Machine-Learning–Based Prediction of Drug Resistance Genes in Human Cancer Cell Lines
DOI:
https://doi.org/10.64149/Keywords:
Machine Learning, Drug Resistance Genes, Cancer Cell Lines, Cancer Genomics, Multi-omics Integration, Personalized Cancer Therapy, Bioinformatics.Abstract
Background: The problem of drug resistance has continued to be a formidable issue in the treatment of cancer, and in most instances, the patient turns out to fail in therapy and subsequently dies. The latest achievements in machine learning (ML) and high-throughput data in the biological realm have created new opportunities in predicting the drug resistance genes in human cancer cell lines. The combination of computational needs and cancer genomics and multi-omics data will have the potential to improve prediction accuracy and facilitate personalized cancer treatment.
Objective: The overall aim of the conducted research was to investigate the effectiveness of machine learning-based methods in predicting drug resistance genes in human cancer cell lines and study how machine learning familiarity, cancer genomics background, and multi-omics combination impact the predictive results.
Methodology: The research design employed was quantitative, which relied on the use of questionnaire-based data in finding the answer to the research question that involved 210 participants with background data in bioinformatics, computer science, biotechnology, and molecular biology. The statistical tests included a normality test, a reliability and validity test, an Independent Samples t -test, a One-Way ANOVA, a Kruskal-Wallis test, a Chi-Square Test of Independence, a Pearson correlation, and a multiple linear regression test. The data analysis was done to identify relationships, group variations, and predictive effects among major study variables.
Results: The findings were that the data were distributed normally, reliable, and valid. The statistical tests were used to provide an inference that found significant variations in machine learning familiarity between genders, the level of education, and the field of study. The use of human cancer cell line datasets was also significantly related to machine learning familiarity. The results of Pearson correlation showed moderate to strong positive correlations between machine learning familiarity, cancer genomics knowledge, multi-omics integration, and the impact of personalized therapy. The use of regression analysis revealed that all of the independent variables significantly and positively impacted the prediction of drug resistance, with the largest impact being observed in multi-omics integration.

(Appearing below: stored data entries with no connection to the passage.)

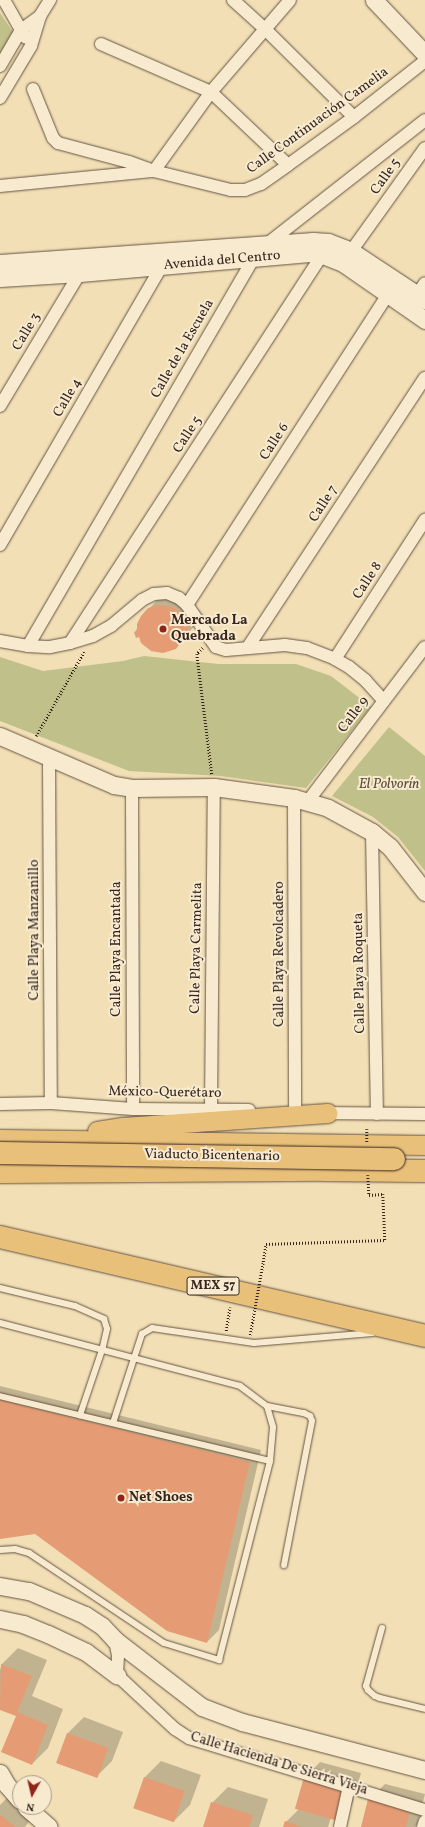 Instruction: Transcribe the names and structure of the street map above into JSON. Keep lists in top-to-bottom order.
{
  "streets": {
    "highway": ["Viaducto Bicentenario", "MEX 57"],
    "street": [
      "Calle Continuación Camelia",
      "Calle 5",
      "Avenida del Centro",
      "Calle 3",
      "Calle de la Escuela",
      "Calle 4",
      "Calle 6",
      "Calle 7",
      "Calle 8",
      "Calle 9",
      "Calle Playa Manzanillo",
      "Calle Playa Carmelita",
      "Calle Playa Encantada",
      "Calle Playa Revolcadero",
      "Calle Playa Roqueta",
      "México-Querétaro",
      "Calle Hacienda De Sierra Vieja"
    ]
  },
  "crossings": [
    ["Calle 5", "Avenida del Centro"],
    ["Avenida del Centro", "Calle 3"],
    ["Avenida del Centro", "Calle de la Escuela"],
    ["Avenida del Centro", "Calle 4"],
    ["Avenida del Centro", "Calle 6"],
    ["Calle 9", "Calle Playa Revolcadero"],
    ["Calle Playa Manzanillo", "México-Querétaro"],
    ["Calle Playa Carmelita", "México-Querétaro"],
    ["Calle Playa Encantada", "México-Querétaro"],
    ["Calle Playa Revolcadero", "México-Querétaro"],
    ["Calle Playa Roqueta", "México-Querétaro"]
  ],
  "parks": ["El Polvorín"],
  "places": ["Mercado La Quebrada", "Net Shoes"],
  "north": "bottom"
}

Conclusion: The results of the research paper prove that machine learning-based strategies, to which specialized skills in cancer genomics are added, and multi-omics information sets are integrated, contribute to predicting drug resistance genes in human cancer cells a great deal. Such findings emphasize the relevance of cross-functional learning and elevated computational analysis to promote accuracy in oncology and individualized treatment of cancer.